■ Aim of the task
The records should be written out in full, with nothing altered.

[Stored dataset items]
-- Opening Marker --

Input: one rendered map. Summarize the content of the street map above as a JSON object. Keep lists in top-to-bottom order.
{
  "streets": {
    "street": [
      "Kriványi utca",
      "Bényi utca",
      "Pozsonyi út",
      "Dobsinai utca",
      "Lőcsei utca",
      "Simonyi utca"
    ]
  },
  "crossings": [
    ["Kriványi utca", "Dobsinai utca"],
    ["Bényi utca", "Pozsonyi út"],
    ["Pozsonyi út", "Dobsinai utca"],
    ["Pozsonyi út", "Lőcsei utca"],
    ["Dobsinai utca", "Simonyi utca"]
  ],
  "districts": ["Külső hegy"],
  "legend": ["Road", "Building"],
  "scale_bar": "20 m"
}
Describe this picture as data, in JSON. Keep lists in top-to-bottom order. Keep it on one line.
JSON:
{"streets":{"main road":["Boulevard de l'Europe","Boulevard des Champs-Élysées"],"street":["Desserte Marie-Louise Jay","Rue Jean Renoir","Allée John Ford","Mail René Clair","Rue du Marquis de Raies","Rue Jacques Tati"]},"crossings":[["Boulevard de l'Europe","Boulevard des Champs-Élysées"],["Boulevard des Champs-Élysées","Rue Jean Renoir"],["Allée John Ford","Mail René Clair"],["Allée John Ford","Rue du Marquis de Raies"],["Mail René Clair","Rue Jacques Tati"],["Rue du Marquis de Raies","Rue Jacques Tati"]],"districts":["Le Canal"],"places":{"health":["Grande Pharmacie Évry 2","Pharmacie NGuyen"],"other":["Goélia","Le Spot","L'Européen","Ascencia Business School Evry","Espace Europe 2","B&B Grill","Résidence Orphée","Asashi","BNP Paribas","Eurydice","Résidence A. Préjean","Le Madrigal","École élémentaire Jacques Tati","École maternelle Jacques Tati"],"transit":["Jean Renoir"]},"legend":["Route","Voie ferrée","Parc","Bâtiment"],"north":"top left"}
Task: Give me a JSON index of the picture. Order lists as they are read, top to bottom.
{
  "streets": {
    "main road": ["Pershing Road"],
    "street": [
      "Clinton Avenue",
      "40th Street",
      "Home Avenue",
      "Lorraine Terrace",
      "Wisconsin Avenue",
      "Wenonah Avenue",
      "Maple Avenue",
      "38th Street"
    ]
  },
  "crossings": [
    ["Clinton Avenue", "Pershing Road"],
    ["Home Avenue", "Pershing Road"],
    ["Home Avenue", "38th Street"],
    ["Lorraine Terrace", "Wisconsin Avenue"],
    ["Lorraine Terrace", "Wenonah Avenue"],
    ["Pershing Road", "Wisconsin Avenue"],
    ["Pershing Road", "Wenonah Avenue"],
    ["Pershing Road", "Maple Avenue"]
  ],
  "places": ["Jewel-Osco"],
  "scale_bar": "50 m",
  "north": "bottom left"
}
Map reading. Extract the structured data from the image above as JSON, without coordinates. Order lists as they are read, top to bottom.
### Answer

-- Closing Marker --

■ Exercise result
Input: one rendered map. Summarize the content of the street map above as a JSON object. Keep lists in top-to-bottom order.
{
  "streets": {
    "street": [
      "Kriványi utca",
      "Bényi utca",
      "Pozsonyi út",
      "Dobsinai utca",
      "Lőcsei utca",
      "Simonyi utca"
    ]
  },
  "crossings": [
    ["Kriványi utca", "Dobsinai utca"],
    ["Bényi utca", "Pozsonyi út"],
    ["Pozsonyi út", "Dobsinai utca"],
    ["Pozsonyi út", "Lőcsei utca"],
    ["Dobsinai utca", "Simonyi utca"]
  ],
  "districts": ["Külső hegy"],
  "legend": ["Road", "Building"],
  "scale_bar": "20 m"
}
Describe this picture as data, in JSON. Keep lists in top-to-bottom order. Keep it on one line.
JSON:
{"streets":{"main road":["Boulevard de l'Europe","Boulevard des Champs-Élysées"],"street":["Desserte Marie-Louise Jay","Rue Jean Renoir","Allée John Ford","Mail René Clair","Rue du Marquis de Raies","Rue Jacques Tati"]},"crossings":[["Boulevard de l'Europe","Boulevard des Champs-Élysées"],["Boulevard des Champs-Élysées","Rue Jean Renoir"],["Allée John Ford","Mail René Clair"],["Allée John Ford","Rue du Marquis de Raies"],["Mail René Clair","Rue Jacques Tati"],["Rue du Marquis de Raies","Rue Jacques Tati"]],"districts":["Le Canal"],"places":{"health":["Grande Pharmacie Évry 2","Pharmacie NGuyen"],"other":["Goélia","Le Spot","L'Européen","Ascencia Business School Evry","Espace Europe 2","B&B Grill","Résidence Orphée","Asashi","BNP Paribas","Eurydice","Résidence A. Préjean","Le Madrigal","École élémentaire Jacques Tati","École maternelle Jacques Tati"],"transit":["Jean Renoir"]},"legend":["Route","Voie ferrée","Parc","Bâtiment"],"north":"top left"}
Task: Give me a JSON index of the picture. Order lists as they are read, top to bottom.
{
  "streets": {
    "main road": ["Pershing Road"],
    "street": [
      "Clinton Avenue",
      "40th Street",
      "Home Avenue",
      "Lorraine Terrace",
      "Wisconsin Avenue",
      "Wenonah Avenue",
      "Maple Avenue",
      "38th Street"
    ]
  },
  "crossings": [
    ["Clinton Avenue", "Pershing Road"],
    ["Home Avenue", "Pershing Road"],
    ["Home Avenue", "38th Street"],
    ["Lorraine Terrace", "Wisconsin Avenue"],
    ["Lorraine Terrace", "Wenonah Avenue"],
    ["Pershing Road", "Wisconsin Avenue"],
    ["Pershing Road", "Wenonah Avenue"],
    ["Pershing Road", "Maple Avenue"]
  ],
  "places": ["Jewel-Osco"],
  "scale_bar": "50 m",
  "north": "bottom left"
}
Map reading. Extract the structured data from the image above as JSON, without coordinates. Order lists as they are read, top to bottom.
### Answer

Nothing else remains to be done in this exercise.